Sound, wrote Aristotle, is a kind of pathos, a suffering. The air is battered, stretched, percussed when there is sound. The voice never simply appears, but is expressed, its shape formed out of resistance. What resists the voice? The heaviness, the reluctant inertia of things, the world’s weary wish to hold its peace. The voice must overcome this lethargy deep down things. It is a striving, and a disturbance: it subjects the world to strain.

 

Instress

In English, the word 'strain' has a double signification. It can signify the physical stress to which an object or material may be subject, up to, but always short of, the breaking point. But it can also mean a form, kind, pedigree, inherited line, genus, or character, most commonly nowadays in references to the differing 'strains' of a virus. The word ‘strain’ also once meant a musical phrase or measure. All of these usages of the English word have in common the idea of a filtering; of that which is refined, selected, or in some other way distinguished from a background. Perhaps the action of filtering brings together the functions of selection and of physical stress. The filter selects by physically forcing a single or simple substance, or sequence, out of a more complex ensemble. We conventionally associate the voice with identity (in French, English and German, a voice can be synonymous with a vote). But this identity is a strain, the product of a pressure, as well as the mark of something that is merely distinguished or distinctive; German Stimme also signifies a tuning, or pitching. My voice is said to be my own, because nobody else can use my voice, or be in the place of my voice, without theft or deception. But perhaps this is so not because the voice is my property, but because it is, to borrow Gerard Manley Hopkins's term, my ‘instress’, the power by which my coherence (which Hopkins named ‘inscape’) is conveyed or borne out.  Extending this to non-vocal objects, as Hopkins does, instress becomes the way in which such objects 'voice':

each hung bell's
Bow swung finds tongue to fling out broad its name;
Each mortal thing does one thing and the same:
Deals out that being indoors each one dwells;
Selves - goes itself; myself it speaks and spells,
Crying What I do is me: for that I came. (Hopkins 1970, 90)

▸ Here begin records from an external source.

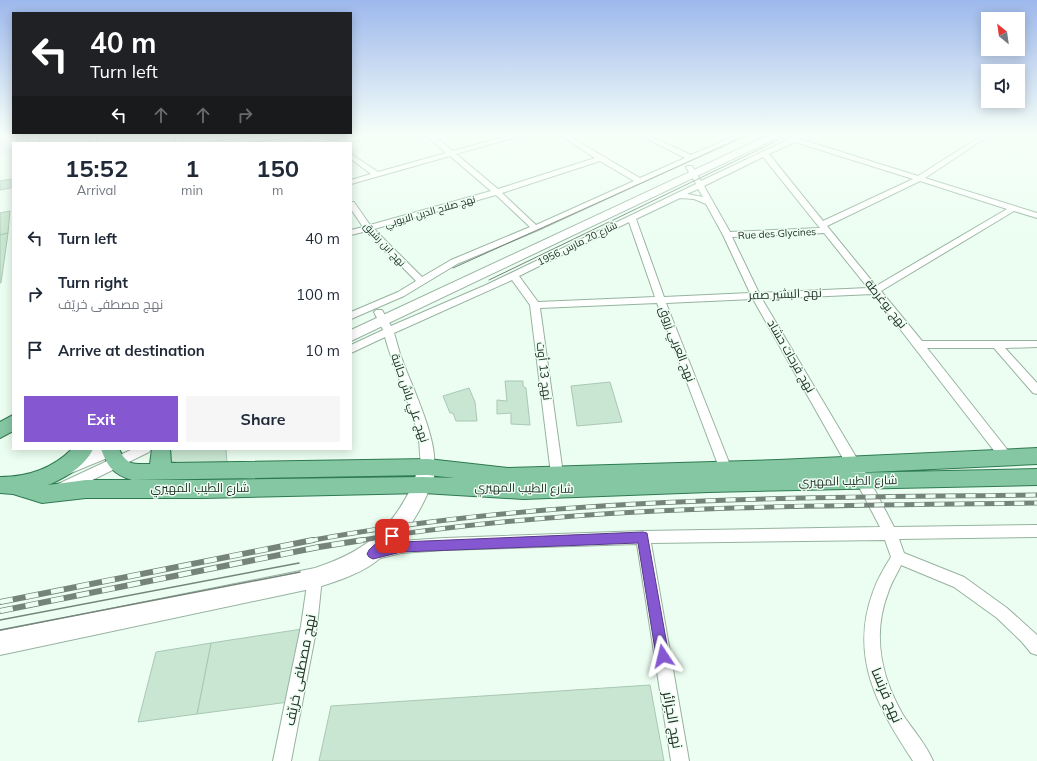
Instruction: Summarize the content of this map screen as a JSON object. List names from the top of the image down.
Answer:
{
  "streets": {
    "main road": ["شارع 20 مارس 1956", "شارع الطيب المهيري"],
    "street": [
      "نهج صلاح الدين الايوبي",
      "Rue des Glycines",
      "نهج ابن رشيق",
      "نهج البشير صفر",
      "نهج يوغرطة",
      "نهج العربي زروق",
      "نهج فرحات حشاد",
      "نهج 13 أوت",
      "نهج علي باش حانبة",
      "نهج مصطفى خريّف",
      "نهج فرنسا",
      "نهج الجزائر"
    ]
  },
  "crossings": [
    ["نهج صلاح الدين الايوبي", "نهج ابن رشيق"],
    ["Rue des Glycines", "نهج يوغرطة"],
    ["Rue des Glycines", "نهج فرحات حشاد"],
    ["شارع 20 مارس 1956", "نهج ابن رشيق"],
    ["شارع 20 مارس 1956", "نهج العربي زروق"],
    ["شارع 20 مارس 1956", "نهج فرحات حشاد"],
    ["شارع 20 مارس 1956", "نهج 13 أوت"],
    ["شارع 20 مارس 1956", "نهج علي باش حانبة"],
    ["نهج البشير صفر", "نهج يوغرطة"],
    ["نهج البشير صفر", "نهج العربي زروق"],
    ["نهج البشير صفر", "نهج فرحات حشاد"],
    ["نهج البشير صفر", "نهج 13 أوت"],
    ["نهج يوغرطة", "شارع الطيب المهيري"],
    ["نهج العربي زروق", "شارع الطيب المهيري"],
    ["نهج فرحات حشاد", "شارع الطيب المهيري"],
    ["نهج 13 أوت", "شارع الطيب المهيري"],
    ["نهج علي باش حانبة", "شارع الطيب المهيري"]
  ],
  "north": "top left",
  "page": {
    "turn": ["40 m", "Turn left"],
    "eta": [
      "15:52",
      "Arrival",
      "1",
      "min",
      "150",
      "m"
    ],
    "list": [
      {
        "name": "Turn left",
        "value": "40 m"
      },
      {
        "name": "Turn right",
        "note": "نهج مصطفى خريّف",
        "value": "100 m"
      },
      {
        "name": "Arrive at destination",
        "value": "10 m"
      }
    ],
    "buttons": ["Exit", "Share"]
  }
}
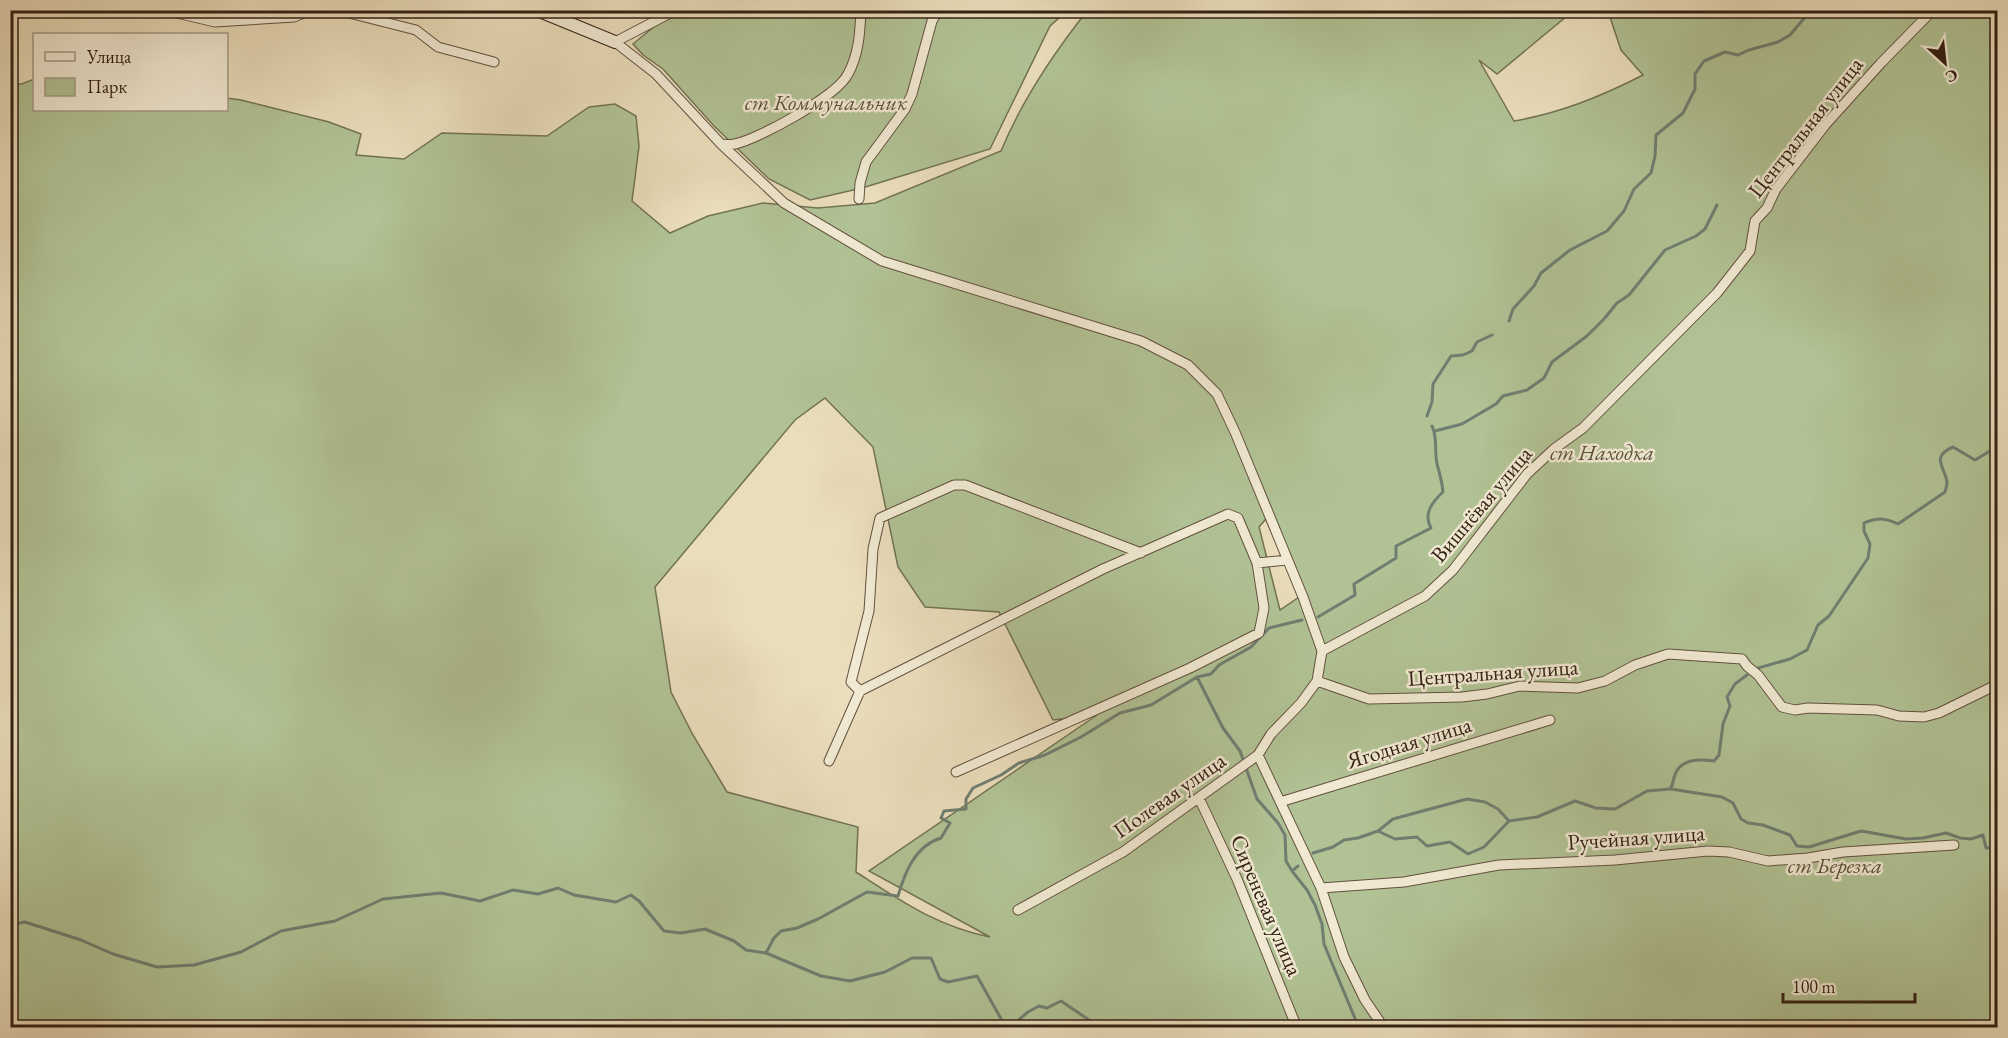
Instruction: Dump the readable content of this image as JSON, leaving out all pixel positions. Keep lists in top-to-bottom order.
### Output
{
  "streets": {
    "street": [
      "Центральная улица",
      "Вишнёвая улица",
      "Ягодная улица",
      "Полевая улица",
      "Ручейная улица",
      "Сиреневая улица"
    ]
  },
  "crossings": [
    ["Центральная улица", "Вишнёвая улица"],
    ["Центральная улица", "Полевая улица"],
    ["Полевая улица", "Сиреневая улица"]
  ],
  "parks": ["ст Коммунальник", "ст Находка", "ст Березка"],
  "legend": ["Улица", "Парк"],
  "scale_bar": "100 m",
  "north": "bottom right"
}
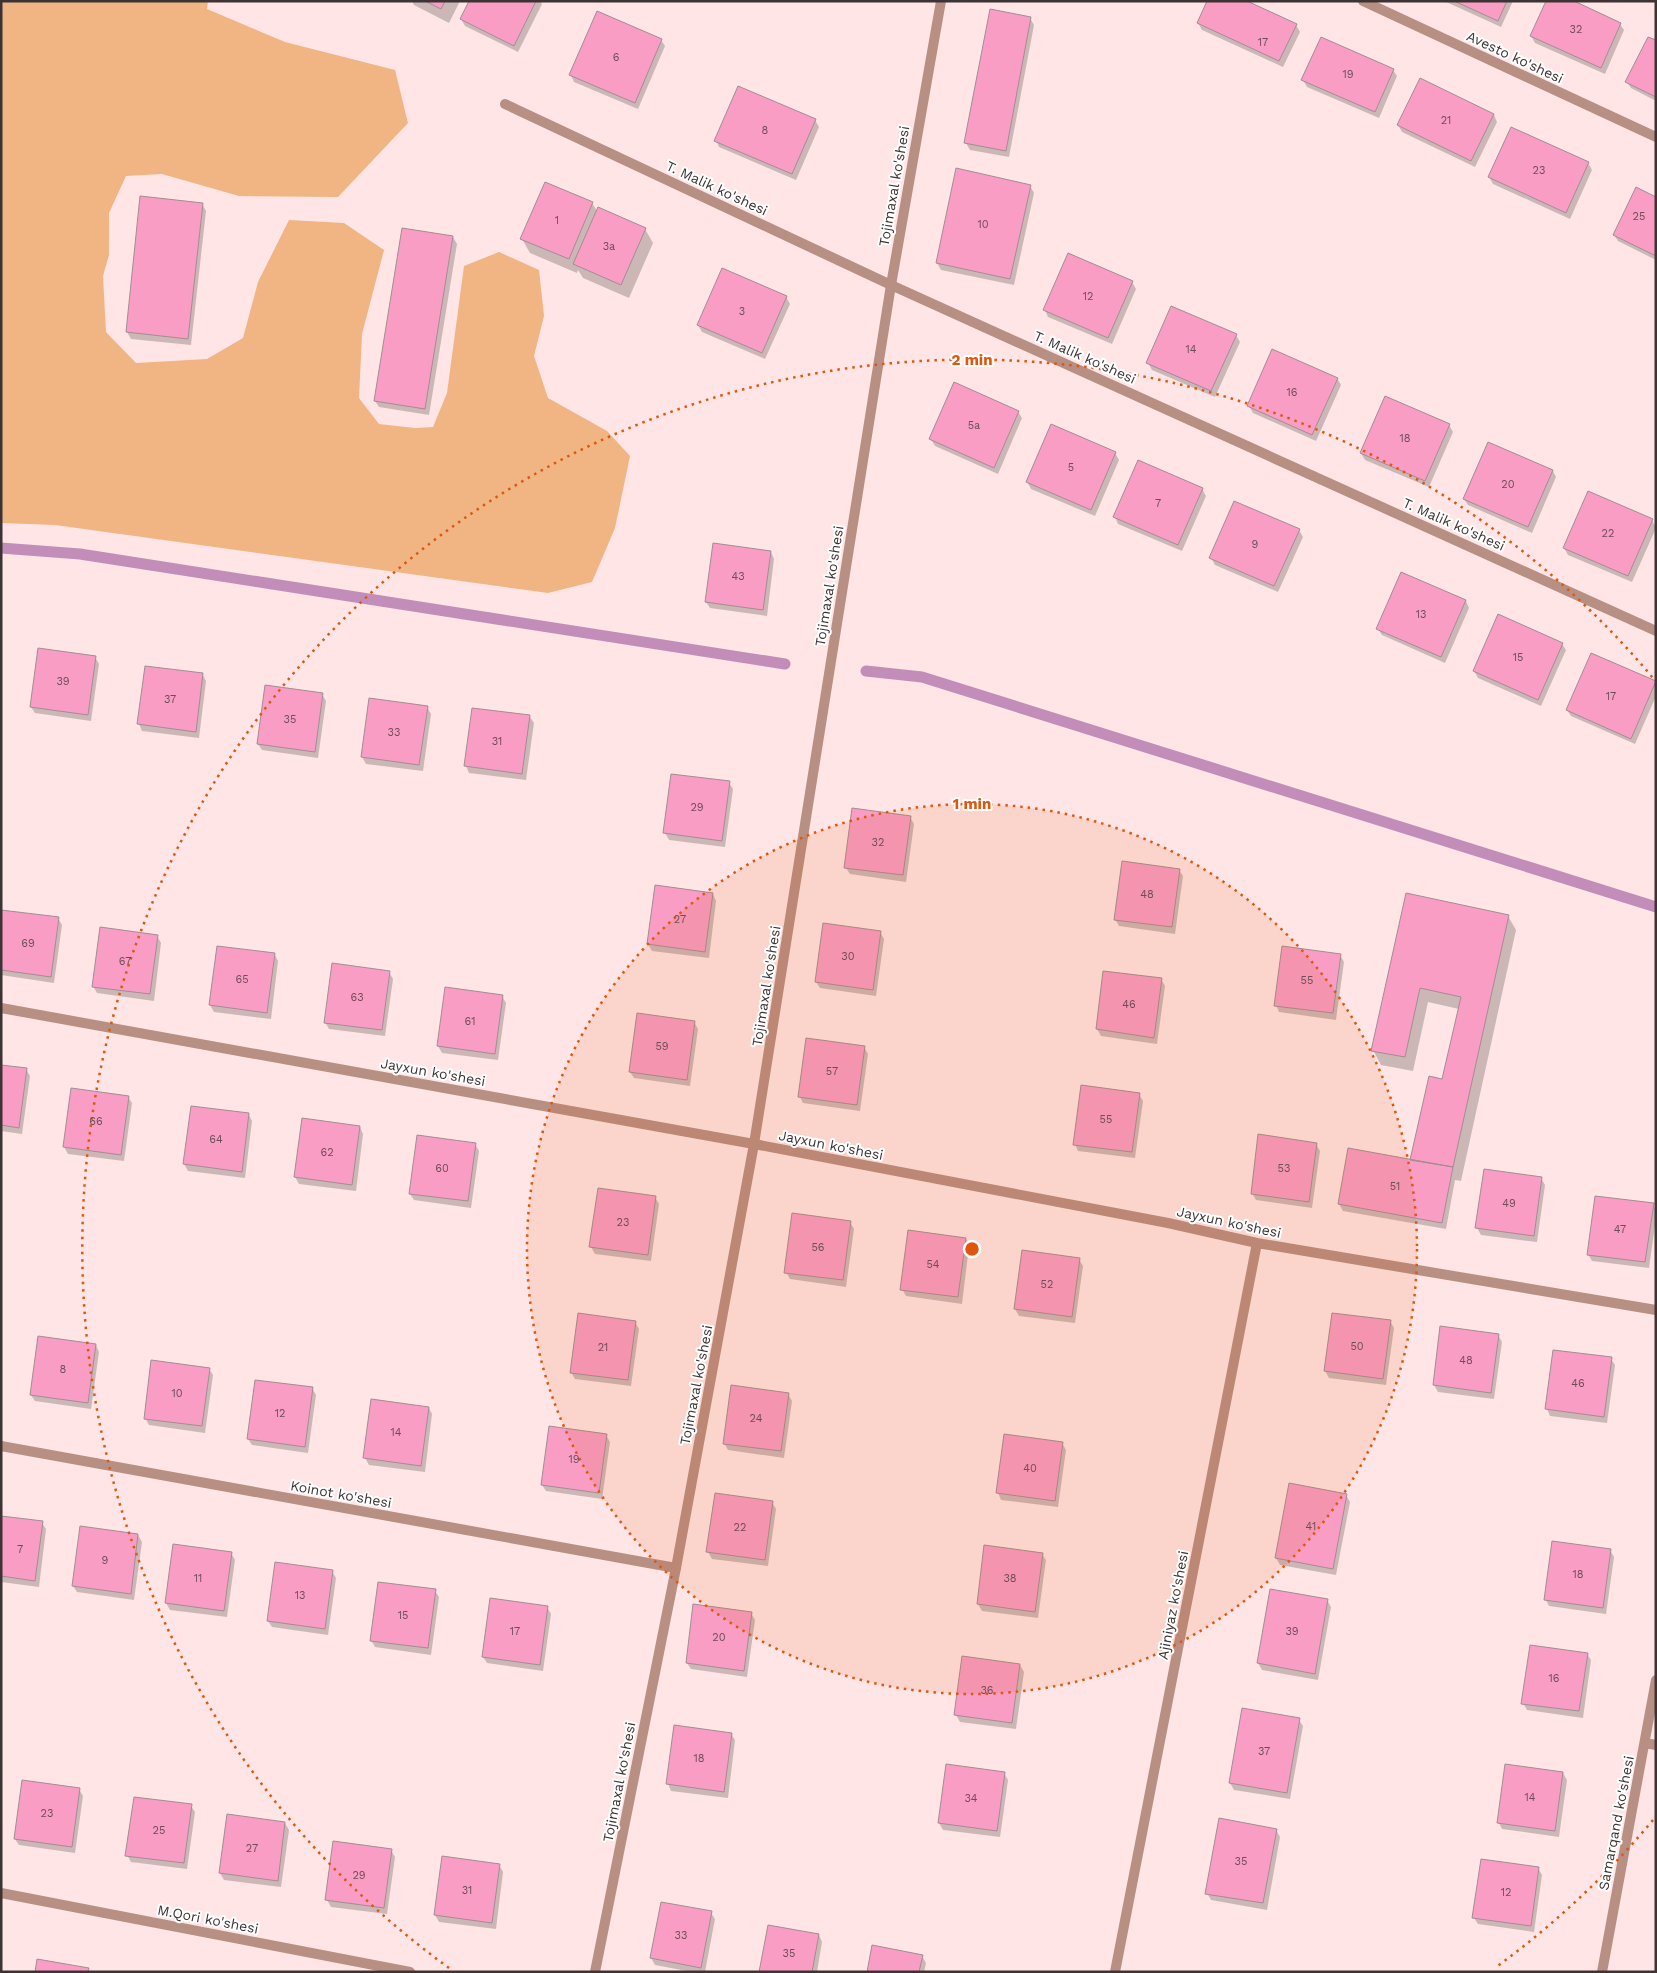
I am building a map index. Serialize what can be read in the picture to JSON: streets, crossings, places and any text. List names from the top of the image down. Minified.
{"streets":{"street":["Avesto ko'shesi","Tojimaxal ko'shesi","T. Malik ko'shesi","Jayxun ko'shesi","Koinot ko'shesi","Ajiniyaz ko'shesi","Samarqand ko'shesi","M.Qori ko'shesi"]},"crossings":[["Tojimaxal ko'shesi","T. Malik ko'shesi"],["Tojimaxal ko'shesi","Jayxun ko'shesi"],["Tojimaxal ko'shesi","Koinot ko'shesi"],["Jayxun ko'shesi","Ajiniyaz ko'shesi"]],"house_numbers":["32","17","6","19","21","8","23","25","1","10","3a","12","3","14","16","5a","18","5","20","7","22","9","43","13","15","39","17","37","35","33","31","29","32","48","27","69","30","67","65","55","63","46","61","59","57","55","66","64","62","60","53","51","49","23","47","56","54","52","50","21","48","8","46","10","12","24","14","19","40","41","22","7","9","18","11","38","13","15","17","39","20","16","36","37","18","14","34","23","25","27","35","29","31","12","33","35"],"rings":["2 min","1 min"]}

When there is voice, the percussions of the air seem to have formed a determinate shape, a style or signature of duress. In a voice, some syntax organises the inchoate roar or rattle of pure noise into a dance of opposed internal stresses. In just the same way, a bridge thrown between two banks can only continue to occupy its space, allowing traffic and communication, because of the patterns of internal stresses that hold it together. What is true of architecture in general, - that only that which can support itself, or hold itself together by internal stresses can stand up - is true of a voice. A voice is a structure of stresses and strains, and is pitched against itself, 'pitched past pitch of grief' (Hopkins 1970, 100), as well as standing out against the surrounding silence or noise.

 

Tenor


In the voice, the air is both constrained and stretched out - as, indeed, it is in the cycle of pressure within each individual sound wave. 'So I at each sad strain, will strain a tear' says Shakespeare's Lucrece as she listens to the mournful song of Philomel (l. 1131). Lucrece proposes to press a knife to her heart as she listens, matching the thorn against which the nightingale traditionally presses its breast to elicit its song: 'These means, as frets upon an instrument,/Shall tune our heart-strings to true languishment' (ll. 1140-1). English retains the idea of stretching in the word ‘tenor’, used to mean the burden or gist of an utterance. The tenor of an utterance is that which, diffused through it, holds it together through time. The idea of holding is there too in what is called the tenor voice, conventionally said to occupy the range from the octave below middle C to the A above it, and so-named because it was the part to which the melody is usually assigned, and which therefore 'holds' the tune. The word 'tune' itself is a modulation or screwing up of the word 'tone', which has as its origin the Greek tenein, to stretch, which lies behind the whole family of words signifying modalities of sound and stress: tone, tenor, tune, tension, tendency, tenderness, tenuity, and intent.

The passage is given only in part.